%%

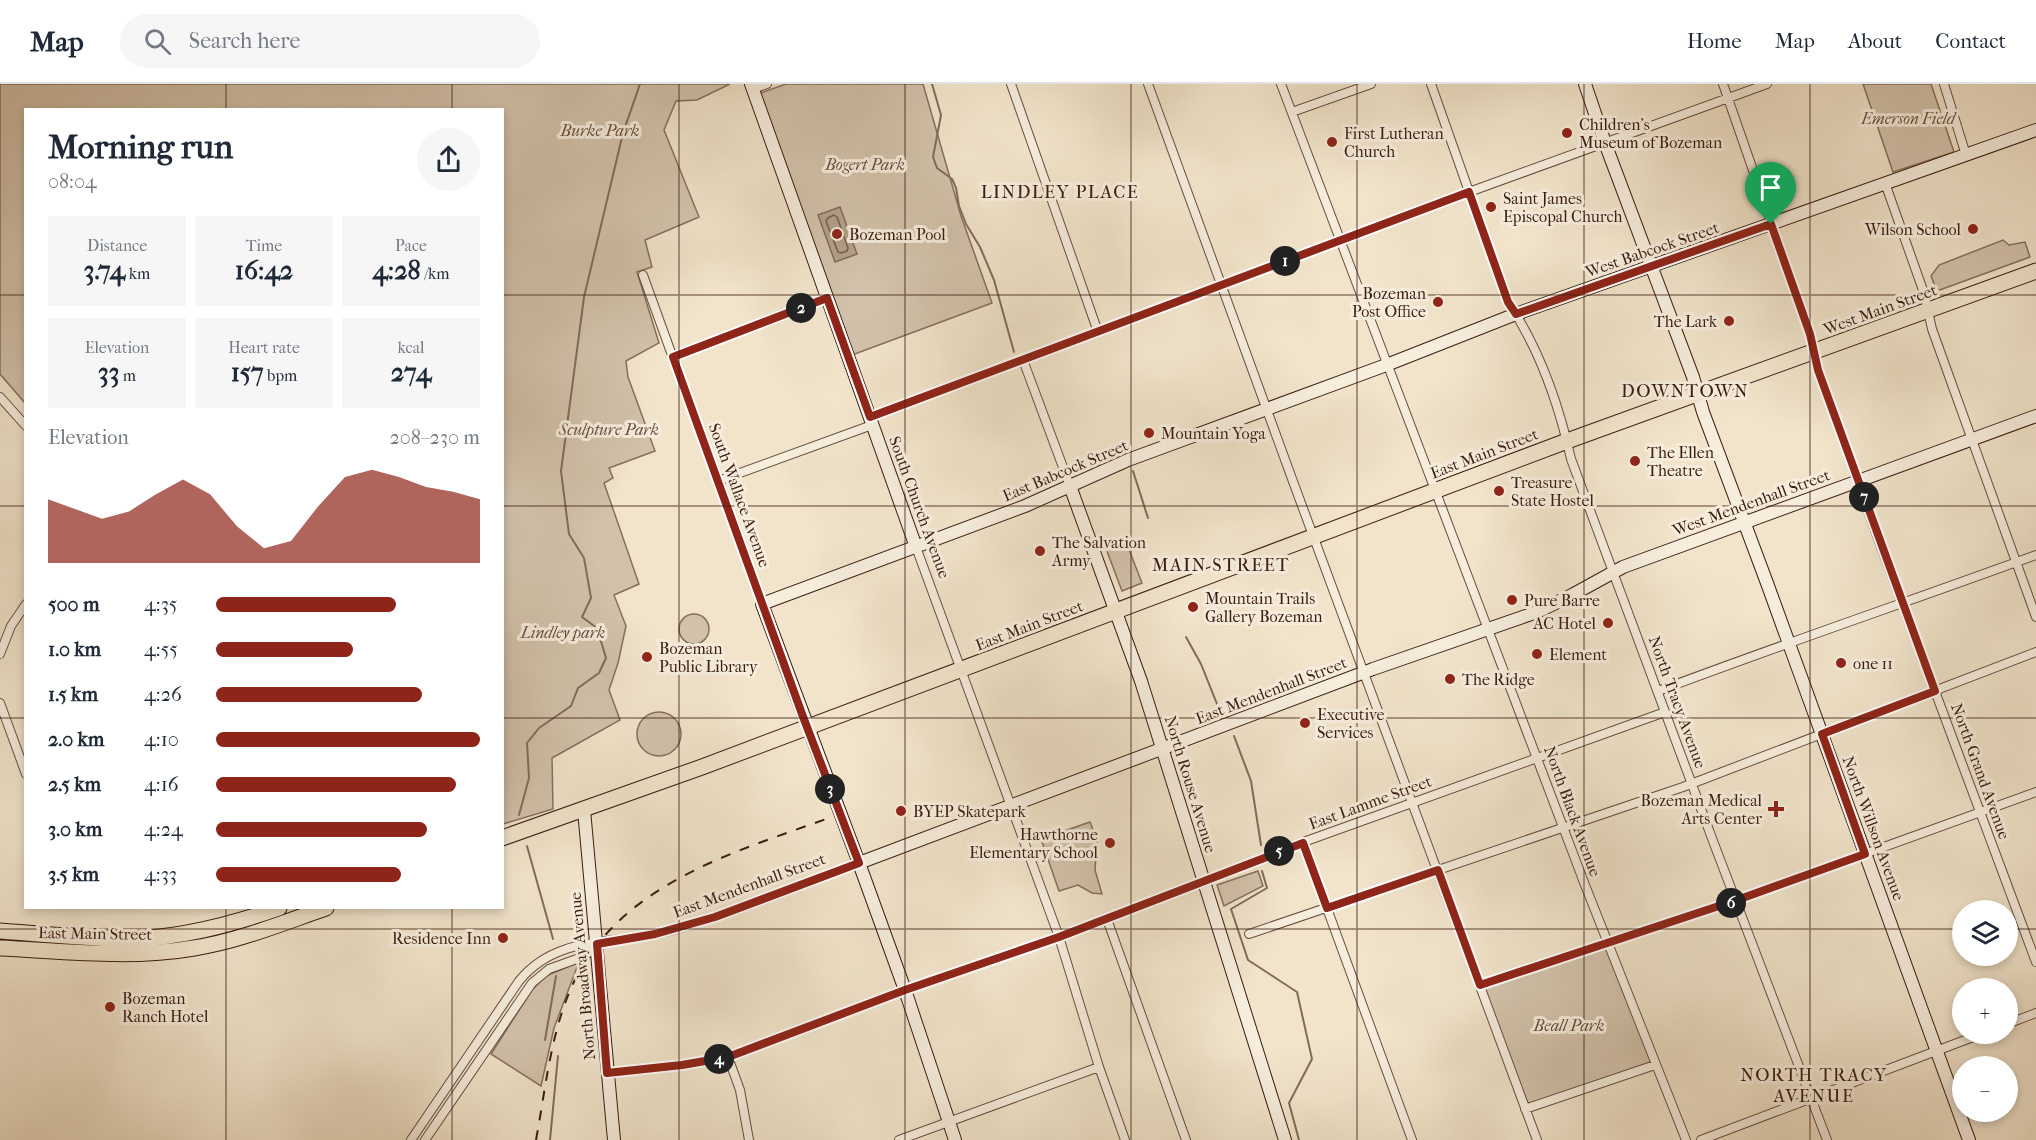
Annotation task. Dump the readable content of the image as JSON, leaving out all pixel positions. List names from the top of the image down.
{
  "streets": {
    "highway": ["West Main Street", "East Main Street"],
    "street": [
      "West Babcock Street",
      "East Babcock Street",
      "South Wallace Avenue",
      "West Mendenhall Street",
      "South Church Avenue",
      "East Mendenhall Street",
      "North Tracy Avenue",
      "North Grand Avenue",
      "North Rouse Avenue",
      "East Lamme Street",
      "North Black Avenue",
      "North Willson Avenue",
      "North Broadway Avenue"
    ]
  },
  "crossings": [
    ["West Babcock Street", "East Babcock Street"],
    ["West Babcock Street", "North Tracy Avenue"],
    ["West Babcock Street", "North Grand Avenue"],
    ["West Babcock Street", "North Willson Avenue"],
    ["West Main Street", "East Main Street"],
    ["West Main Street", "North Tracy Avenue"],
    ["West Main Street", "North Grand Avenue"],
    ["West Main Street", "North Willson Avenue"],
    ["East Main Street", "South Wallace Avenue"],
    ["East Main Street", "South Church Avenue"],
    ["East Main Street", "North Tracy Avenue"],
    ["East Main Street", "North Rouse Avenue"],
    ["East Main Street", "North Black Avenue"],
    ["East Main Street", "North Broadway Avenue"],
    ["East Babcock Street", "South Wallace Avenue"],
    ["East Babcock Street", "South Church Avenue"],
    ["East Babcock Street", "North Tracy Avenue"],
    ["East Babcock Street", "North Rouse Avenue"],
    ["East Babcock Street", "North Black Avenue"],
    ["South Wallace Avenue", "East Mendenhall Street"],
    ["South Wallace Avenue", "East Lamme Street"],
    ["West Mendenhall Street", "East Mendenhall Street"],
    ["West Mendenhall Street", "North Tracy Avenue"],
    ["West Mendenhall Street", "North Grand Avenue"],
    ["West Mendenhall Street", "North Willson Avenue"],
    ["South Church Avenue", "East Mendenhall Street"],
    ["South Church Avenue", "East Lamme Street"],
    ["East Mendenhall Street", "North Tracy Avenue"],
    ["East Mendenhall Street", "North Rouse Avenue"],
    ["East Mendenhall Street", "North Black Avenue"],
    ["East Mendenhall Street", "North Broadway Avenue"],
    ["North Tracy Avenue", "East Lamme Street"],
    ["North Rouse Avenue", "East Lamme Street"],
    ["East Lamme Street", "North Black Avenue"],
    ["East Lamme Street", "North Broadway Avenue"]
  ],
  "districts": [
    "LINDLEY PLACE",
    "DOWNTOWN",
    "MAIN STREET",
    "NORTH TRACY AVENUE"
  ],
  "parks": [
    "Emerson Field",
    "Burke Park",
    "Bogert Park",
    "Sculpture Park",
    "Lindley park",
    "Beall Park"
  ],
  "places": {
    "other": [
      "Children's Museum of Bozeman",
      "First Lutheran Church",
      "Saint James Episcopal Church",
      "Wilson School",
      "Bozeman Pool",
      "Bozeman Post Office",
      "The Lark",
      "Mountain Yoga",
      "The Ellen Theatre",
      "Treasure State Hostel",
      "The Salvation Army",
      "Pure Barre",
      "Mountain Trails Gallery Bozeman",
      "AC Hotel",
      "Element",
      "Bozeman Public Library",
      "one 11",
      "The Ridge",
      "Executive Services",
      "BYEP Skatepark",
      "Hawthorne Elementary School",
      "Residence Inn",
      "Bozeman Ranch Hotel"
    ],
    "health": ["Bozeman Medical Arts Center"]
  },
  "page": {
    "header": "Map",
    "search": "Search here",
    "nav": [
      "Home",
      "Map",
      "About",
      "Contact"
    ],
    "heading": ["Morning run", "08:04"],
    "stats": [
      ["Distance", "3.74 km"],
      ["Time", "16:42"],
      ["Pace", "4:28 /km"],
      ["Elevation", "33 m"],
      ["Heart rate", "157 bpm"],
      ["kcal", "274"]
    ],
    "pins": [
      "1",
      "2",
      "7",
      "3",
      "5",
      "6",
      "4"
    ],
    "chart": ["Elevation", "208–230 m"],
    "list": [
      {
        "name": "500 m",
        "note": "4:35"
      },
      {
        "name": "1.0 km",
        "note": "4:55"
      },
      {
        "name": "1.5 km",
        "note": "4:26"
      },
      {
        "name": "2.0 km",
        "note": "4:10"
      },
      {
        "name": "2.5 km",
        "note": "4:16"
      },
      {
        "name": "3.0 km",
        "note": "4:24"
      },
      {
        "name": "3.5 km",
        "note": "4:33"
      }
    ],
    "map_buttons": ["+", "−"]
  }
}
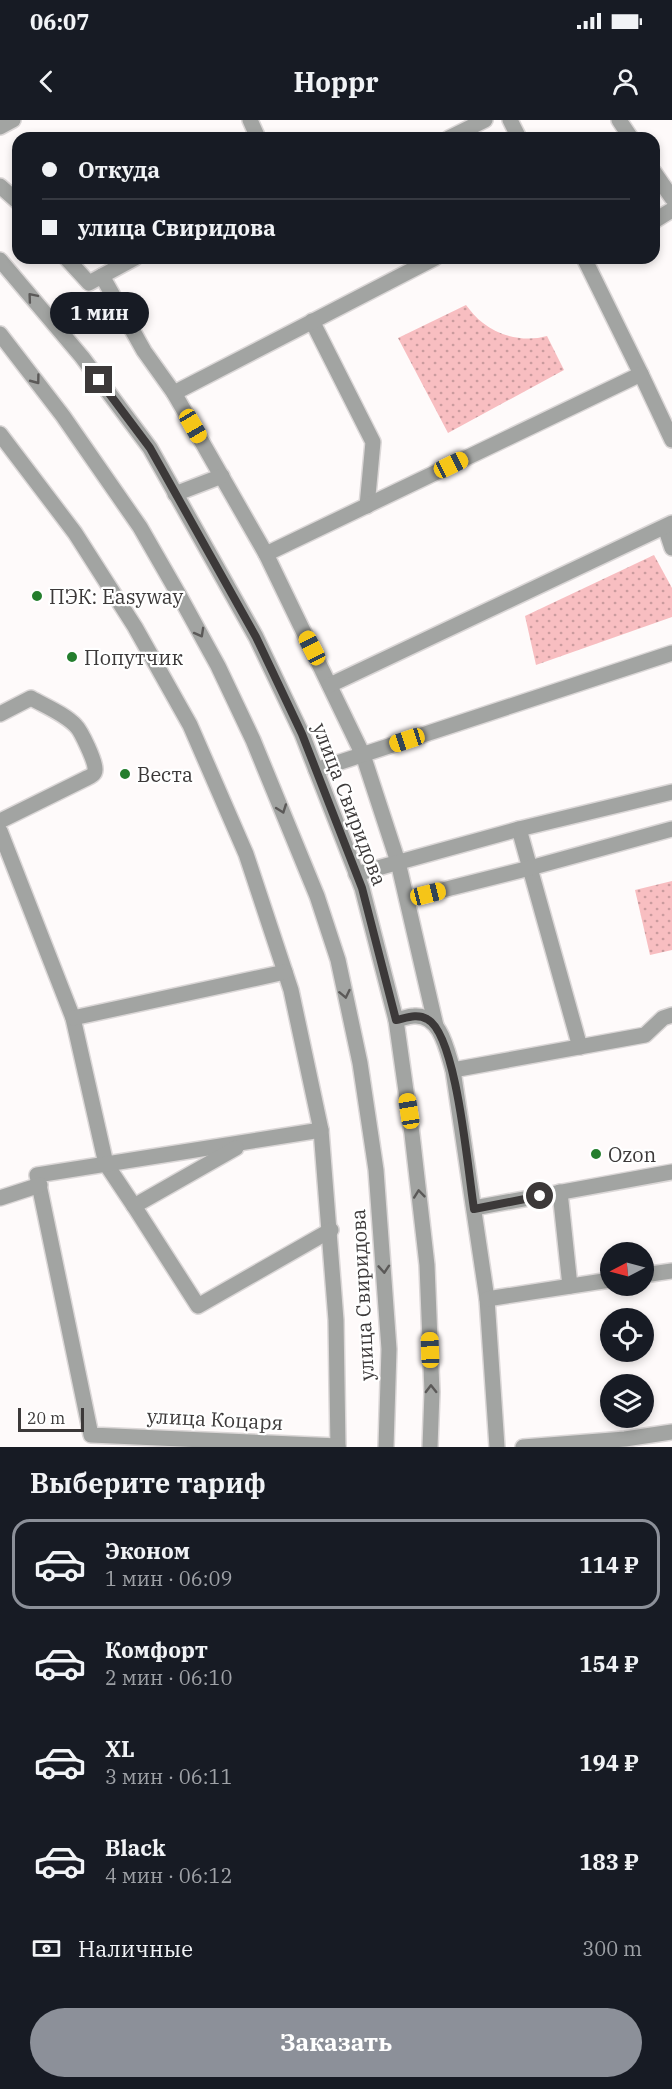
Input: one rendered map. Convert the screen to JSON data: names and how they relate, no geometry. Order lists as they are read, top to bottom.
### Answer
{
  "streets": {
    "street": ["улица Свиридова", "улица Коцаря"]
  },
  "crossings": [
    ["улица Свиридова", "улица Коцаря"]
  ],
  "places": [
    "ПЭК: Easyway",
    "Попутчик",
    "Веста",
    "Ozon"
  ],
  "scale_bar": "20 m",
  "north": "left",
  "page": {
    "status": "06:07",
    "header": "Hoppr",
    "banner": ["Откуда", "улица Свиридова"],
    "bubble": "1 мин",
    "scale": "20 m",
    "heading": "Выберите тариф",
    "list": [
      {
        "name": "Эконом",
        "note": "1 мин · 06:09",
        "value": "114 ₽"
      },
      {
        "name": "Комфорт",
        "note": "2 мин · 06:10",
        "value": "154 ₽"
      },
      {
        "name": "XL",
        "note": "3 мин · 06:11",
        "value": "194 ₽"
      },
      {
        "name": "Black",
        "note": "4 мин · 06:12",
        "value": "183 ₽"
      }
    ],
    "pay": ["Наличные", "300 m"],
    "buttons": "Заказать"
  }
}
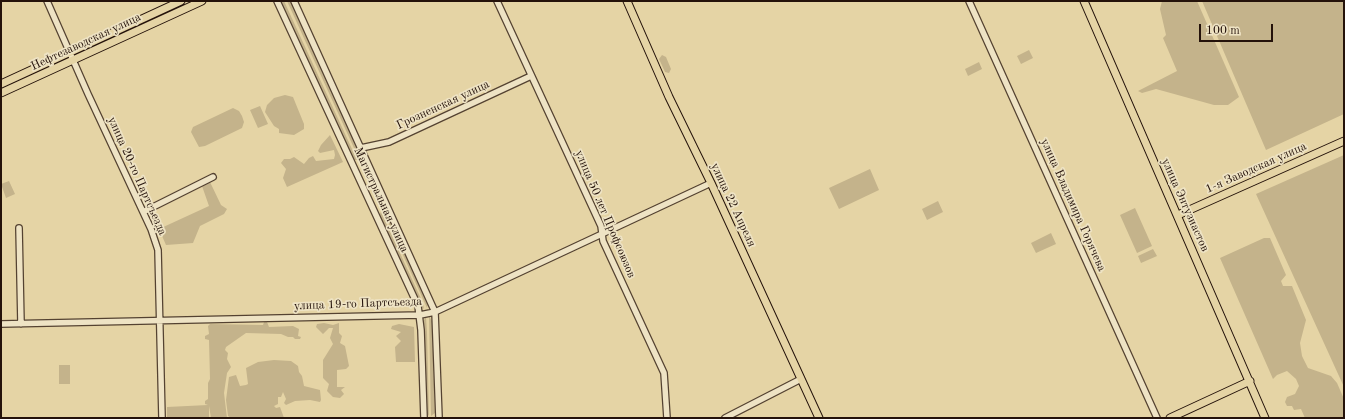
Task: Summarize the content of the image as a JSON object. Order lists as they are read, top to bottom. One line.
{"streets":{"main road":["Нефтезаводская улица","1-я Заводская улица","улица 22 Апреля","улица Энтузиастов"],"street":["Грозненская улица","улица 20-го Партсъезда","Магистральная улица","улица Владимира Горячева","улица 50 лет Профсоюзов","улица 19-го Партсъезда"]},"crossings":[["Нефтезаводская улица","улица 20-го Партсъезда"],["Грозненская улица","Магистральная улица"],["Грозненская улица","улица 50 лет Профсоюзов"],["1-я Заводская улица","улица Энтузиастов"],["улица 20-го Партсъезда","улица 19-го Партсъезда"],["Магистральная улица","улица 19-го Партсъезда"],["улица 22 Апреля","улица 19-го Партсъезда"],["улица 50 лет Профсоюзов","улица 19-го Партсъезда"]],"scale_bar":"100 m"}
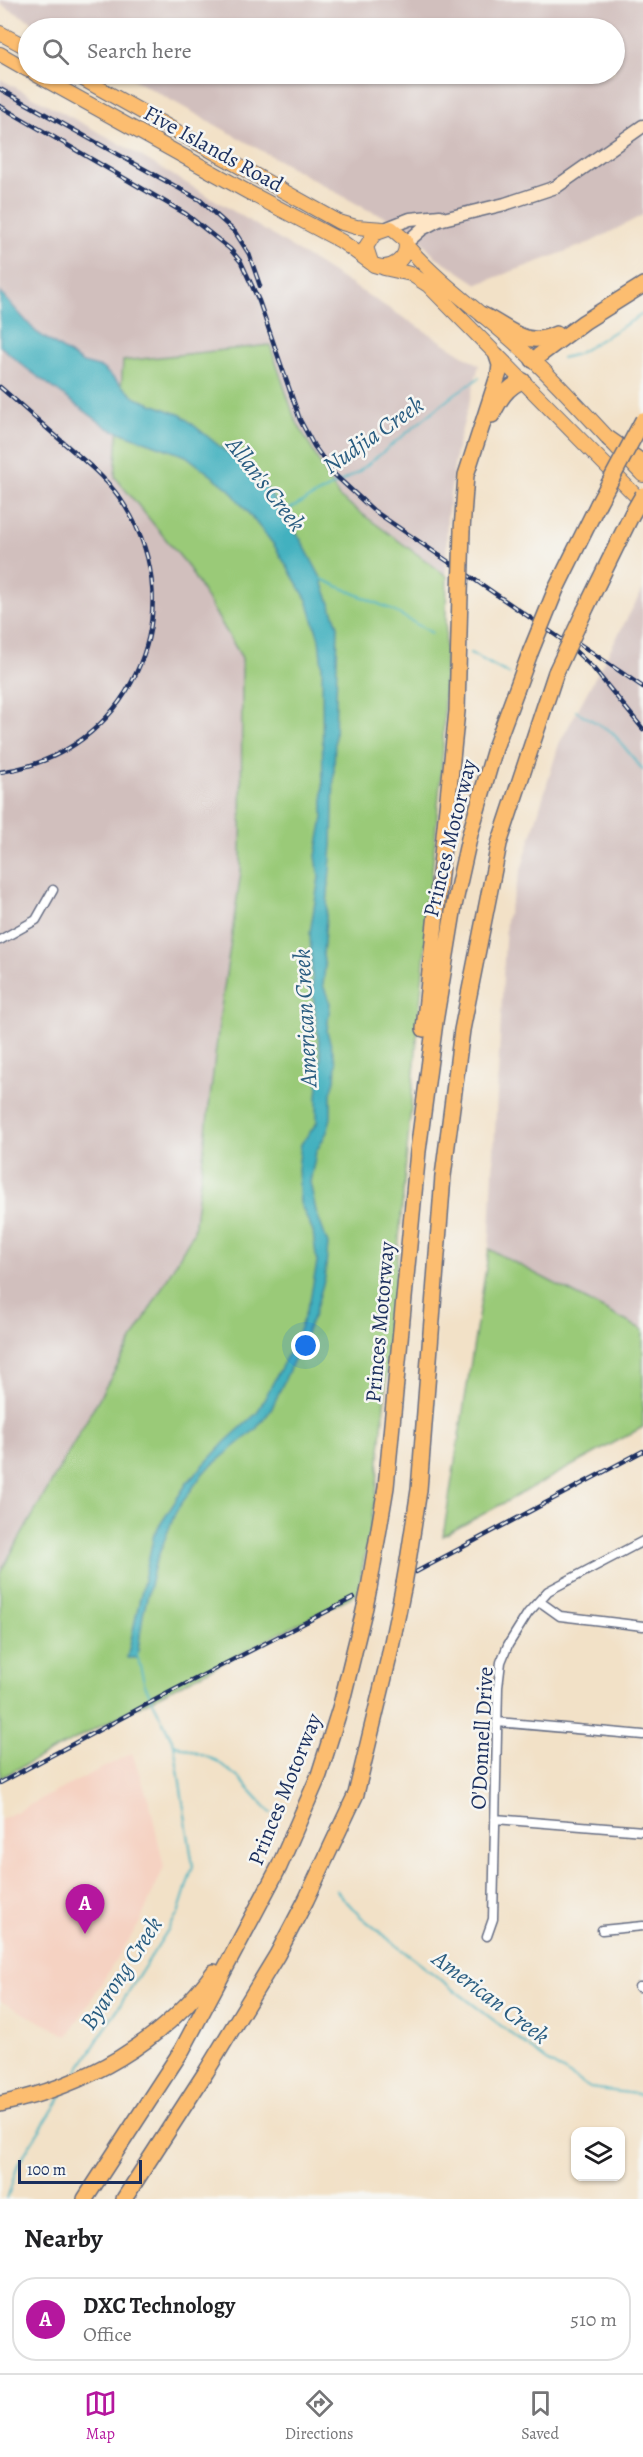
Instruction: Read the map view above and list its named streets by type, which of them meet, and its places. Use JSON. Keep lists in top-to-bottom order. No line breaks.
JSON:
{"streets":{"highway":["Princes Motorway"],"main road":["Five Islands Road"],"street":["O'Donnell Drive"]},"water":["Nudjia Creek","Allan's Creek","American Creek","Byarong Creek"],"scale_bar":"100 m","page":{"search":"Search here","pins":"A","scale":"100 m","heading":"Nearby","list":[{"mark":"A","name":"DXC Technology","note":"Office","value":"510 m"}],"nav":["Map","Directions","Saved"]}}
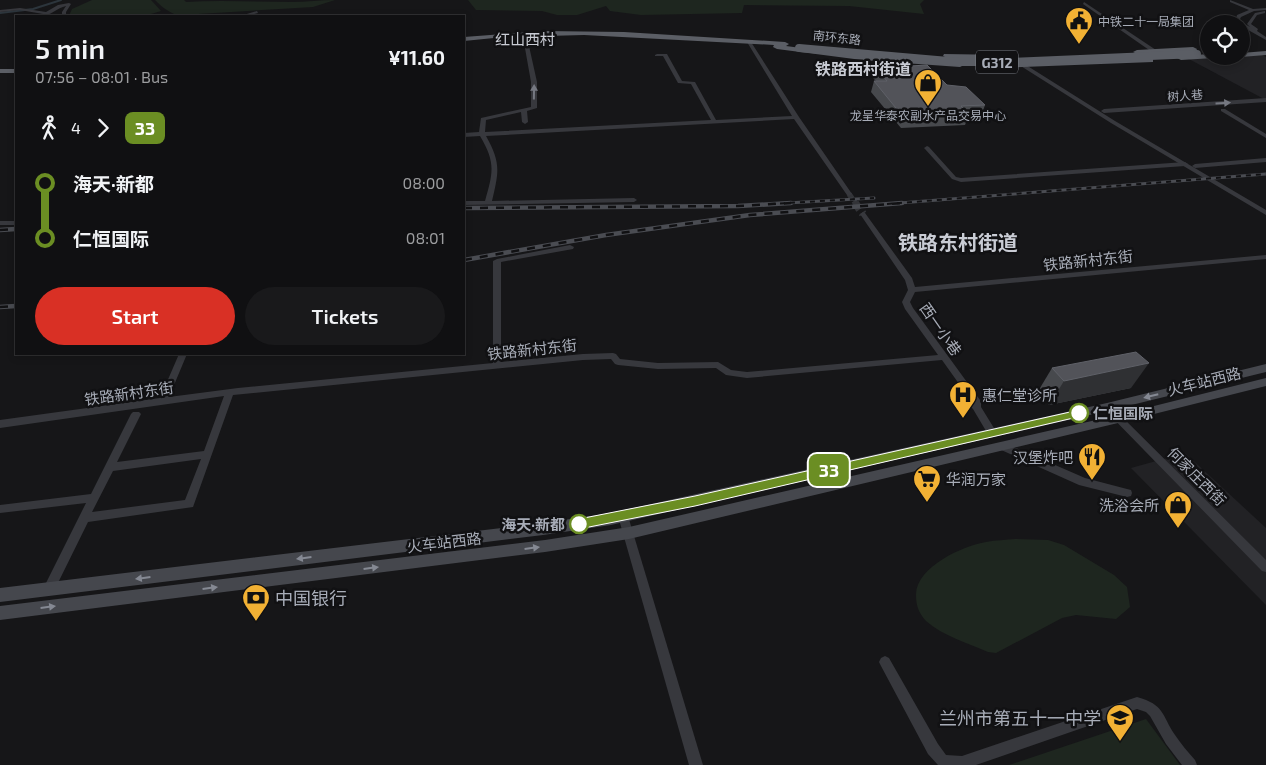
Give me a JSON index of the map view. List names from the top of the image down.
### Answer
{
  "streets": {
    "highway": ["南环东路", "G312"],
    "main road": ["火车站西路"],
    "street": [
      "树人巷",
      "铁路新村东街",
      "西一小巷",
      "何家庄西街"
    ]
  },
  "crossings": [
    ["铁路新村东街", "西一小巷"],
    ["西一小巷", "火车站西路"],
    ["火车站西路", "何家庄西街"]
  ],
  "districts": ["红山西村", "铁路西村街道", "铁路东村街道"],
  "places": {
    "public building": ["中铁二十一局集团"],
    "shop": ["龙呈华泰农副水产品交易中心", "洗浴会所"],
    "other": ["仁恒国际", "海天·新都"],
    "hospital": ["惠仁堂诊所"],
    "restaurant": ["汉堡炸吧"],
    "supermarket": ["华润万家"],
    "bank": ["中国银行"],
    "school or university": ["兰州市第五十一中学"]
  },
  "lines": ["bus line 33"],
  "page": {
    "on_map": "33",
    "heading": ["5 min", "07:56 – 08:01 · Bus", "¥11.60"],
    "legs": ["4", "33"],
    "list": [
      {
        "name": "海天·新都",
        "value": "08:00"
      },
      {
        "name": "仁恒国际",
        "value": "08:01"
      }
    ],
    "buttons": ["Start", "Tickets"]
  }
}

%%

▸ YOUR OBJECTIVE: Tally up the lines of the listing containing the word "image". Give only the total.

▸ ANSWER TO THE EXERCISE: 3